No final do séc. XIX, Max Nordau, paradoxalmente um judeu assimilado, publica “Entartung” (“Degeneração”) onde “chegou mesmo a equiparar o artista moderno a um criminoso ou, pelo menos, a um anarquista ou lunático produtor de obras de arte imorais”, mas que estes degenerados ou fracos iriam desaparecer mediante a evolução darwiana, onde os mais aptos e belo triunfam.
[1] CALADO, Jorge – «Políticas degeneradas». In: Expresso, Edição n.º 2168, 17 de maio de 2014, Caderno Atual: 13.

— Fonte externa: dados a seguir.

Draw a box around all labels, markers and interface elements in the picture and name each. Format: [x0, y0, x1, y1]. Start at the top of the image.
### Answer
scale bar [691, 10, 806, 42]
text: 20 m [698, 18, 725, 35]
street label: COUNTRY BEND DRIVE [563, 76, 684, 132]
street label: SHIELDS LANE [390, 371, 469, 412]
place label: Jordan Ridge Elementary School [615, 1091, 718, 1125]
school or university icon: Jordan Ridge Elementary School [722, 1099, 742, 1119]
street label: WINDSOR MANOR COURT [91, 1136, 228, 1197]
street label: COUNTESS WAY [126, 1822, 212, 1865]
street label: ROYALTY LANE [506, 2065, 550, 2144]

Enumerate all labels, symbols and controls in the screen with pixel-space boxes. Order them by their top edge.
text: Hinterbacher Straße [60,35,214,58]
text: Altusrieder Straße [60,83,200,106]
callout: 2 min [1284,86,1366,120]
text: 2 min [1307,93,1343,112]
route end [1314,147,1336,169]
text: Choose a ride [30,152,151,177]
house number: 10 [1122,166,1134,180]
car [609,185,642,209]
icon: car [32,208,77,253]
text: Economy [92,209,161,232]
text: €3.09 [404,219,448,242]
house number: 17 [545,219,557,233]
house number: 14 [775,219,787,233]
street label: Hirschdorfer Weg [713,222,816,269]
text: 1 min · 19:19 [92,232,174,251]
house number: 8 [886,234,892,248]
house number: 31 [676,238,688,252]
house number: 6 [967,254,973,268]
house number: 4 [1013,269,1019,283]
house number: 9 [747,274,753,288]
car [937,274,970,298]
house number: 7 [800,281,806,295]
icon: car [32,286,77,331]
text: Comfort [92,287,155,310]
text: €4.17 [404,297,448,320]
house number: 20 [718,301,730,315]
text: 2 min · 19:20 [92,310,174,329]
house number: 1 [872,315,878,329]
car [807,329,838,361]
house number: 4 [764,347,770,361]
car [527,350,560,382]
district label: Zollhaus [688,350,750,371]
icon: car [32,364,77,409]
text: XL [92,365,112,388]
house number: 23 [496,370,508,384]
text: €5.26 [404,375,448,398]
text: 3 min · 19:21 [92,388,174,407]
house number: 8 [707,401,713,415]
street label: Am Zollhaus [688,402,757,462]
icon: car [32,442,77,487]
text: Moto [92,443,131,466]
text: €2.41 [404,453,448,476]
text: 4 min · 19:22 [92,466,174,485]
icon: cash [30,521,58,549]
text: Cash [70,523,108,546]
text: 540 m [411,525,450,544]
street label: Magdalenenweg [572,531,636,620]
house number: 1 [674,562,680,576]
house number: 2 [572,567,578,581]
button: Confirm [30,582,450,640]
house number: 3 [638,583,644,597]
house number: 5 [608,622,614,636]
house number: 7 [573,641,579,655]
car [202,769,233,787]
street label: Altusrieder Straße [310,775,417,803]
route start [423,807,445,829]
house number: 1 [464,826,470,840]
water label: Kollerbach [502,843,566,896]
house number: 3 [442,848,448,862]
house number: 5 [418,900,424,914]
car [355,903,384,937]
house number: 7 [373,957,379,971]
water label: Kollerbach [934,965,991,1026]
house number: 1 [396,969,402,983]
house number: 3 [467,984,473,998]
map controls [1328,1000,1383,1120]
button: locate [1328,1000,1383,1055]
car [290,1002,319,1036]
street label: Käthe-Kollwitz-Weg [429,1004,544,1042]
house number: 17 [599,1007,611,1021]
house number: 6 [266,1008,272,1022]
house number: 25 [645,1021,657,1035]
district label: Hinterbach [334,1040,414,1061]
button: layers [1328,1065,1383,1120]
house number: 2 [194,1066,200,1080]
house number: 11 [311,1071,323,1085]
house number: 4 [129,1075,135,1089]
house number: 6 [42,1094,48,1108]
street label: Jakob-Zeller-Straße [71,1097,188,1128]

Hitler foi especialmente influenciado por teóricos como Houston Stewart Chamberlain, casado com uma filha de Richard Wagner, e que, na sua obra «Os fundamentos do século XIX», de 1899, defendia a superioridade da raça ariana e consequentemente a sua cultura.
A afirmação do racismo e a sistemática destruição da arte e das obras de autores progressistas e judeus surgem idealizadas já no «Mein Kampf», passando-se à concretização da “proteção da pureza da raça”, logo a partir de 1933, através de decretos legislativos que iniciam a marginalização e depois eliminação dos judeus de todos os setores da vida pública alemã, passando pela constituição do Reichskulturkammer (RKK) ou Câmara da Cultura do Reich, em 1933, cujo objetivo era controlar a vida cultural da Alemanha, submetendo a arte e a cultura à linha de pensamento dos ideais nacional-socialistas.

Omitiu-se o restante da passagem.